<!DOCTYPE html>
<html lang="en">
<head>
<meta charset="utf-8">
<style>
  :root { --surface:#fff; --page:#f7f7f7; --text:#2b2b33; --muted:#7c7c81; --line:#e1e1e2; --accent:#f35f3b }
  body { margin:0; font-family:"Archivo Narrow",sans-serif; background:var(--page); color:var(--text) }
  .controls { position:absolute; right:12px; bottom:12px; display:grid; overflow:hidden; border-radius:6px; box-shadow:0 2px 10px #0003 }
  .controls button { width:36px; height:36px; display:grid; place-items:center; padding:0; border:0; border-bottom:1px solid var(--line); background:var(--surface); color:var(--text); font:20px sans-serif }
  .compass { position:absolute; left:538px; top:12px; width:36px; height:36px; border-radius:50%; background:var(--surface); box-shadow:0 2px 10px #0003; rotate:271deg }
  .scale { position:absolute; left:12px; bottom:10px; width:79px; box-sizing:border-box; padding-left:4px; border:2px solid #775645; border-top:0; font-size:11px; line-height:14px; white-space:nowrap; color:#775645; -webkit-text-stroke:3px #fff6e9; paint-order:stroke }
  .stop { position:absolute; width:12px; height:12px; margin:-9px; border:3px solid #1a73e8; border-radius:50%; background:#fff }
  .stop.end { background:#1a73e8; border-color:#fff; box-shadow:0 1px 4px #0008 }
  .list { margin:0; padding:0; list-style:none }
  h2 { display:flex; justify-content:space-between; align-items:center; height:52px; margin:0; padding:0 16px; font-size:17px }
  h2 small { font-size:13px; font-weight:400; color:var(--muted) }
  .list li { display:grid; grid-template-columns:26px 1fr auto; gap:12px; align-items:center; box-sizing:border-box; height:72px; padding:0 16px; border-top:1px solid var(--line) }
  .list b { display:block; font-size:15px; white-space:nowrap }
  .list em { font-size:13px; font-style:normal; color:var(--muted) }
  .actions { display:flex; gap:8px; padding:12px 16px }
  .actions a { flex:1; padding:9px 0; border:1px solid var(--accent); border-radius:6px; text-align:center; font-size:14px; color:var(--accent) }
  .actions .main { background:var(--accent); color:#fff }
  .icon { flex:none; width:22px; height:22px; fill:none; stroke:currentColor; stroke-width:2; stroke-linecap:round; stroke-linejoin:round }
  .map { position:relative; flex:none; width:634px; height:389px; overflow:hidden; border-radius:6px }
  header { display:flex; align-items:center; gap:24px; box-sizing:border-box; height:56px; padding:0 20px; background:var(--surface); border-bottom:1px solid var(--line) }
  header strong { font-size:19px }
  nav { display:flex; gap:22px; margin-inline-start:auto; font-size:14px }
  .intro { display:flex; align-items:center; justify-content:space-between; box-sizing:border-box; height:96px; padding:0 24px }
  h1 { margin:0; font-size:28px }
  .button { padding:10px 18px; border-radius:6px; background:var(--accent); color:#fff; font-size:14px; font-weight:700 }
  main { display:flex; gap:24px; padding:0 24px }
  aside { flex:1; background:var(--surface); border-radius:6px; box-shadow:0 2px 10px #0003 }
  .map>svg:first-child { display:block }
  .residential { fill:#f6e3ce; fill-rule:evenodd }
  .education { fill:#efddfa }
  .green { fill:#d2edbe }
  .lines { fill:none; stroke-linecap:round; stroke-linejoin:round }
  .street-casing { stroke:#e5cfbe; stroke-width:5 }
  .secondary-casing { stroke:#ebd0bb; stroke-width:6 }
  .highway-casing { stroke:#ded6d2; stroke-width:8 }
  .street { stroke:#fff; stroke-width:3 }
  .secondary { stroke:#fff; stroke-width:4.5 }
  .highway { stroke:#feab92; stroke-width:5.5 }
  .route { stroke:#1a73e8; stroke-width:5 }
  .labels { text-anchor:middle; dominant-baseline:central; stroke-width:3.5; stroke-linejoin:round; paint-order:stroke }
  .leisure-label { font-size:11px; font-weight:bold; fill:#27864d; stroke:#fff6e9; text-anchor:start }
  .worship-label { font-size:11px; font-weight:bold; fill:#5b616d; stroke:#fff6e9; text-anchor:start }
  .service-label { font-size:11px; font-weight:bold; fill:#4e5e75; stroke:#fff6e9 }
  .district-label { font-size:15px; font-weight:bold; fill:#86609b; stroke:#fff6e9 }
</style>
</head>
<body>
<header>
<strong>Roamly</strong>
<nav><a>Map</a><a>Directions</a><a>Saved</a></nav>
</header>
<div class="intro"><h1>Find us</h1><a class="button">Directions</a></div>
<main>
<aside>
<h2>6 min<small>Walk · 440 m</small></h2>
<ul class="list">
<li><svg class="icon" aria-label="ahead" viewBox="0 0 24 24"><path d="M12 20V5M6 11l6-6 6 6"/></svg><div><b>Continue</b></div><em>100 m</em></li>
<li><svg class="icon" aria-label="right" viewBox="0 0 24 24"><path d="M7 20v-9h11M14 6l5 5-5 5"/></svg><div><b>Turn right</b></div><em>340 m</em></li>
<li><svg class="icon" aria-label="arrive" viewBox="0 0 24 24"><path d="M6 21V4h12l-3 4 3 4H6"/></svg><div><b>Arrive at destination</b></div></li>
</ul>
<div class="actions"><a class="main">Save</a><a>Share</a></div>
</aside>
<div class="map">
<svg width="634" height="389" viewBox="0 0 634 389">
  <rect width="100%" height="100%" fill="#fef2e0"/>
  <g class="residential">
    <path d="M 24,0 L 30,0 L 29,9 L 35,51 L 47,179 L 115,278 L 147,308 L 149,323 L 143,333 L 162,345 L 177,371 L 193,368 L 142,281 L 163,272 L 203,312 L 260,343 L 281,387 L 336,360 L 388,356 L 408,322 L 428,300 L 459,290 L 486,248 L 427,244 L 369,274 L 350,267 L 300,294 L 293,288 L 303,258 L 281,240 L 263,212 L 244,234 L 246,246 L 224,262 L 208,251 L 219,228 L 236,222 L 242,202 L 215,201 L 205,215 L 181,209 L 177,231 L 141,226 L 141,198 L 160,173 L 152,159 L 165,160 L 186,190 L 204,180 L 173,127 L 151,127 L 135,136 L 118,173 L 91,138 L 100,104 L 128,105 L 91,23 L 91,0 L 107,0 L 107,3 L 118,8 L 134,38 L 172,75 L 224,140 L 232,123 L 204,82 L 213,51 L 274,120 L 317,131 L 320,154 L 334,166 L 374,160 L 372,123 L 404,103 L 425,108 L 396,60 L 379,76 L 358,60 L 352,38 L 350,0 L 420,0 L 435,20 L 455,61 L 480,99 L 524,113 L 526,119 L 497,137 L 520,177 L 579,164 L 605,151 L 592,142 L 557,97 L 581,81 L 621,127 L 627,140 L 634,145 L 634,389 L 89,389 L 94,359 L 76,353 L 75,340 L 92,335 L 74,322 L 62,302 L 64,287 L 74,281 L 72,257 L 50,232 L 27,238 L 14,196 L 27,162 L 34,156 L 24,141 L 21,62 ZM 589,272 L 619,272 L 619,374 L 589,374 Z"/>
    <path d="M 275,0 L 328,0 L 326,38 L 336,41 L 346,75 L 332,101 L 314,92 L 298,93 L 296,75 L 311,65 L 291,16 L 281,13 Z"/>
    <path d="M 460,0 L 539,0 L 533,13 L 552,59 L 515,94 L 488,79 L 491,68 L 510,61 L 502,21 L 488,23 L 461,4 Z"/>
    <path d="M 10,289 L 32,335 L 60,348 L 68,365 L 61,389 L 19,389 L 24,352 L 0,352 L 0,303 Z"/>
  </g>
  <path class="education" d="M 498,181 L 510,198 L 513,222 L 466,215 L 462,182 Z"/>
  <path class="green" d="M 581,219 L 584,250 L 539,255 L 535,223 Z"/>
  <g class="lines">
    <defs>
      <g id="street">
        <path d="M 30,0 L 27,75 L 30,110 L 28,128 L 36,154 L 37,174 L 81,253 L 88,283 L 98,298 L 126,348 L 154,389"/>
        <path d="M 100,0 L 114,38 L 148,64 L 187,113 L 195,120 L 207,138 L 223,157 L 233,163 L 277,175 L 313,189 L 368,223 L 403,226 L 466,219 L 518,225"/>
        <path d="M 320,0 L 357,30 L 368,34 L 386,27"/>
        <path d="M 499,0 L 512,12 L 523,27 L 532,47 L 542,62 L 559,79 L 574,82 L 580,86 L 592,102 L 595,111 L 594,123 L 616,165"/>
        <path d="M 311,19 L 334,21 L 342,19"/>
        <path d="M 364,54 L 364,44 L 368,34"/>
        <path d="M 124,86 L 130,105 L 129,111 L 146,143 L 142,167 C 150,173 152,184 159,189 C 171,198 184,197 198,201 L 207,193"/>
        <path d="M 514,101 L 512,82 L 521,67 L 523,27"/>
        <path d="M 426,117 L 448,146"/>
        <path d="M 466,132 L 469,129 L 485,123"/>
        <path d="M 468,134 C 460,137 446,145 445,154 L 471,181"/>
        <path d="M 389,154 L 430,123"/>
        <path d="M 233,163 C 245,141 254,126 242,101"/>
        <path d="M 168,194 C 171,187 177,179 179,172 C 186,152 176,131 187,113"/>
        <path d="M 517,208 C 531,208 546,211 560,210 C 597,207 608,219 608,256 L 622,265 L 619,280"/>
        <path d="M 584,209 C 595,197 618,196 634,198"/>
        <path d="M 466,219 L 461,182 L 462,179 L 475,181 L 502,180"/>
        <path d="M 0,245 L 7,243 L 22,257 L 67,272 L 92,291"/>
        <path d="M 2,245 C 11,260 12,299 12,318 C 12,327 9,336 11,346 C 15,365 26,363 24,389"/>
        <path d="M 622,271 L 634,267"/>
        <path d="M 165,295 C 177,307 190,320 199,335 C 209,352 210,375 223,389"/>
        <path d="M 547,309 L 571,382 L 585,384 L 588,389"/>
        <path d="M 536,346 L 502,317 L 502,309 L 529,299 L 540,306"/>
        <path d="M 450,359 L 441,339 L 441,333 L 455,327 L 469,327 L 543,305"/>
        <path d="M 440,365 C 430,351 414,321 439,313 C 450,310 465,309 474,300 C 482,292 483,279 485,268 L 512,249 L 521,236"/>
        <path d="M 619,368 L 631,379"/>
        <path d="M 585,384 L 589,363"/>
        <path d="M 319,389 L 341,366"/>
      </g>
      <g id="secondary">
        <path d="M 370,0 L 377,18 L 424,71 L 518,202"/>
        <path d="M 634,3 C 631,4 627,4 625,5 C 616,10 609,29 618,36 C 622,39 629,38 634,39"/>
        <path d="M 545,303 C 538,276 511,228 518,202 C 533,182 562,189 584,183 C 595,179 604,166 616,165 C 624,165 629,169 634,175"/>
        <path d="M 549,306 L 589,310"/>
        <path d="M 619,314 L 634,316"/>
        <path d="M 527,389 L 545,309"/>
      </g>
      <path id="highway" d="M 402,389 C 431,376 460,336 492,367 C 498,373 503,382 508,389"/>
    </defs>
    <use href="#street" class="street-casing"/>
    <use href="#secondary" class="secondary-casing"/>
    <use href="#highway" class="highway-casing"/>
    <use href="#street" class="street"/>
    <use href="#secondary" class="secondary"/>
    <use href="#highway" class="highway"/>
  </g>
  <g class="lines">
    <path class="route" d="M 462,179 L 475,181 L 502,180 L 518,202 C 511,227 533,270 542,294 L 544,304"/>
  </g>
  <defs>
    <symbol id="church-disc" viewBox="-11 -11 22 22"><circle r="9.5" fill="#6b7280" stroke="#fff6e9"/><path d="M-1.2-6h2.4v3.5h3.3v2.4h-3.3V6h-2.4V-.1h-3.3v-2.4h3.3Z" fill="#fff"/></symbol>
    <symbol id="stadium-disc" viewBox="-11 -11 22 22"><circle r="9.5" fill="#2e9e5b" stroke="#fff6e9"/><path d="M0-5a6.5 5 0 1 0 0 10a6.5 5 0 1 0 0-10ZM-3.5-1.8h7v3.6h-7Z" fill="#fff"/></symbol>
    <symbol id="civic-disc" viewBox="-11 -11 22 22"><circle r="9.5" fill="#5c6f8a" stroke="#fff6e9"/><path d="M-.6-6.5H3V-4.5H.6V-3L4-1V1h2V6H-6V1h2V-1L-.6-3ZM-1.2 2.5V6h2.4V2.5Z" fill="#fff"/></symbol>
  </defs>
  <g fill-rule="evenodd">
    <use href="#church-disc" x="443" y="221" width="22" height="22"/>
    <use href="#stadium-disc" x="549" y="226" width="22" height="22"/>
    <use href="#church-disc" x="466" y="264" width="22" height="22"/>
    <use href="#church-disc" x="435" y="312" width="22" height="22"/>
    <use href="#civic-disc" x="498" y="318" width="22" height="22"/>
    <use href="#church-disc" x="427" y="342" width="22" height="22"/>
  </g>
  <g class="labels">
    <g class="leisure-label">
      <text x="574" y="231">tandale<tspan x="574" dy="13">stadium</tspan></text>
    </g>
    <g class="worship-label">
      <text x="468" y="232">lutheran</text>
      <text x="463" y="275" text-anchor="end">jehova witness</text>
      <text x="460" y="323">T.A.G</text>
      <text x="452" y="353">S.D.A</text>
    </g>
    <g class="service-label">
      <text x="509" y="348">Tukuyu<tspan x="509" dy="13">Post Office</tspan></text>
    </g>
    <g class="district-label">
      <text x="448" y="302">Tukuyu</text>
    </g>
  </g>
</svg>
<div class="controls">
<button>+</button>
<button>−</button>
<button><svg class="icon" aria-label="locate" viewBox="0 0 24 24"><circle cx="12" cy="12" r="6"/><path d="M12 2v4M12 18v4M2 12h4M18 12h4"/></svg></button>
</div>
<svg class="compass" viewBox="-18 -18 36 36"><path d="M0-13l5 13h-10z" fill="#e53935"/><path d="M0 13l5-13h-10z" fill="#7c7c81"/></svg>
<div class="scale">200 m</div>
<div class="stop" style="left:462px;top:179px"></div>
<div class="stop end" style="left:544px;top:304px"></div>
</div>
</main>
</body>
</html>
● ● ●
• About this task
Select every line above that contains the word "linecap", and copy it.

• Exercise solution
  .icon { flex:none; width:22px; height:22px; fill:none; stroke:currentColor; stroke-width:2; stroke-linecap:round; stroke-linejoin:round }
  .lines { fill:none; stroke-linecap:round; stroke-linejoin:round }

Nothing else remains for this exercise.